June 30, 2007


I now interupt this advenuture to comment on developments back home (and it's not iPhone related). Tommy (and a friend via IM) sent me the same New York Times article about restricting filming and photography in New York.

I actually don't think it's going to make a difference to 99% of folks. Firstly, you already need a permit and it's free from the city and or Parks Department with a little faxing back and forth. Film crews have always had to have that insurance and most professionals, the folks who'd be shooting for more than a half hour at any given spot, should already have the insurance required. In short, I think it's much ado about nothing. The average photographer won't be affected at all. Jaywalking is illegal too.

If it's all just more security theatre, I think it's stupid and ill conceived like most so-called security measures. Google proves the point beautifully with it's Street View.

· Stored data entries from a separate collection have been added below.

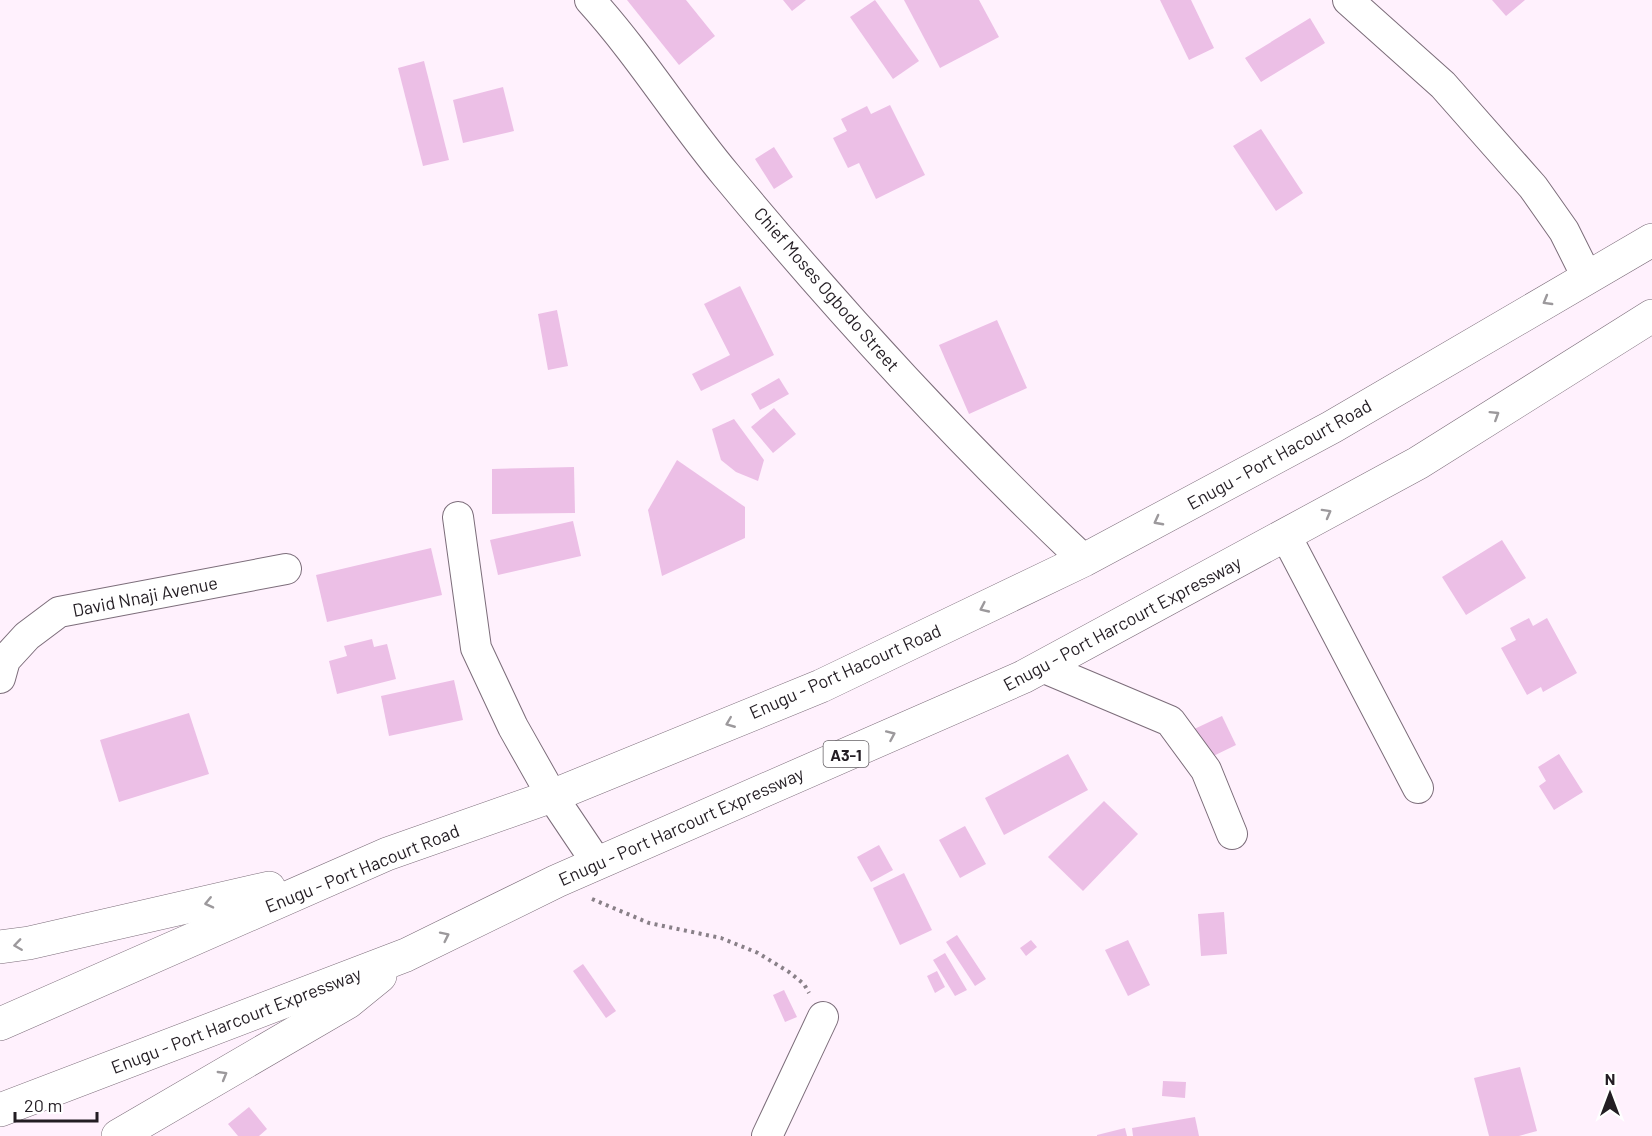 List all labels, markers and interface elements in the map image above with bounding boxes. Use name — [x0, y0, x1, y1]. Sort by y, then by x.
street label: Chief Moses Ogbodo Street — [750, 202, 904, 376]
one-way arrow — [1543, 294, 1553, 305]
street label: Enugu - Port Hacourt Road — [1183, 394, 1375, 514]
one-way arrow — [1489, 410, 1499, 422]
one-way arrow — [1320, 509, 1331, 520]
one-way arrow — [1153, 513, 1164, 525]
street label: Enugu - Port Harcourt Expressway — [999, 551, 1245, 695]
street label: David Nnaji Avenue — [70, 571, 220, 621]
one-way arrow — [979, 601, 990, 613]
street label: Enugu - Port Hacourt Road — [746, 619, 944, 723]
one-way arrow — [725, 716, 736, 728]
one-way arrow — [885, 730, 896, 742]
road number: A3-1 — [824, 741, 868, 767]
street label: Enugu - Port Harcourt Expressway — [555, 762, 807, 890]
street label: Enugu - Port Hacourt Road — [262, 819, 462, 917]
one-way arrow — [204, 896, 214, 909]
one-way arrow — [439, 931, 450, 943]
one-way arrow — [14, 938, 23, 950]
street label: Enugu - Port Harcourt Expressway — [108, 962, 364, 1078]
north arrow — [1580, 1064, 1640, 1124]
text: N — [1605, 1069, 1615, 1088]
one-way arrow — [217, 1070, 227, 1082]
scale bar — [15, 1085, 98, 1123]
text: 20 m — [24, 1094, 62, 1116]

Selfishly, it would make it just a touch, and I mean a touch, harder to do the Streetstudio in New York but hey, we did that already. ;-)

Make pictures.


There are all kinds of odd things that pass by your eyes when you're on the road packed in the front seat of minibus headed to Bujumbura from the border with Tanzania. In fact, the adventure begins while waiting for the bus to leave. Waiting two hours gives you an opportunity to settle into a place. And when the place is tiny and not frequented by many mzunjus like Makamba, it's extraordinary.

This is a blog about photography but let's just say today was distinctive in how little was spoken and how much was just observed. And I spent most of the day sitting on my butt.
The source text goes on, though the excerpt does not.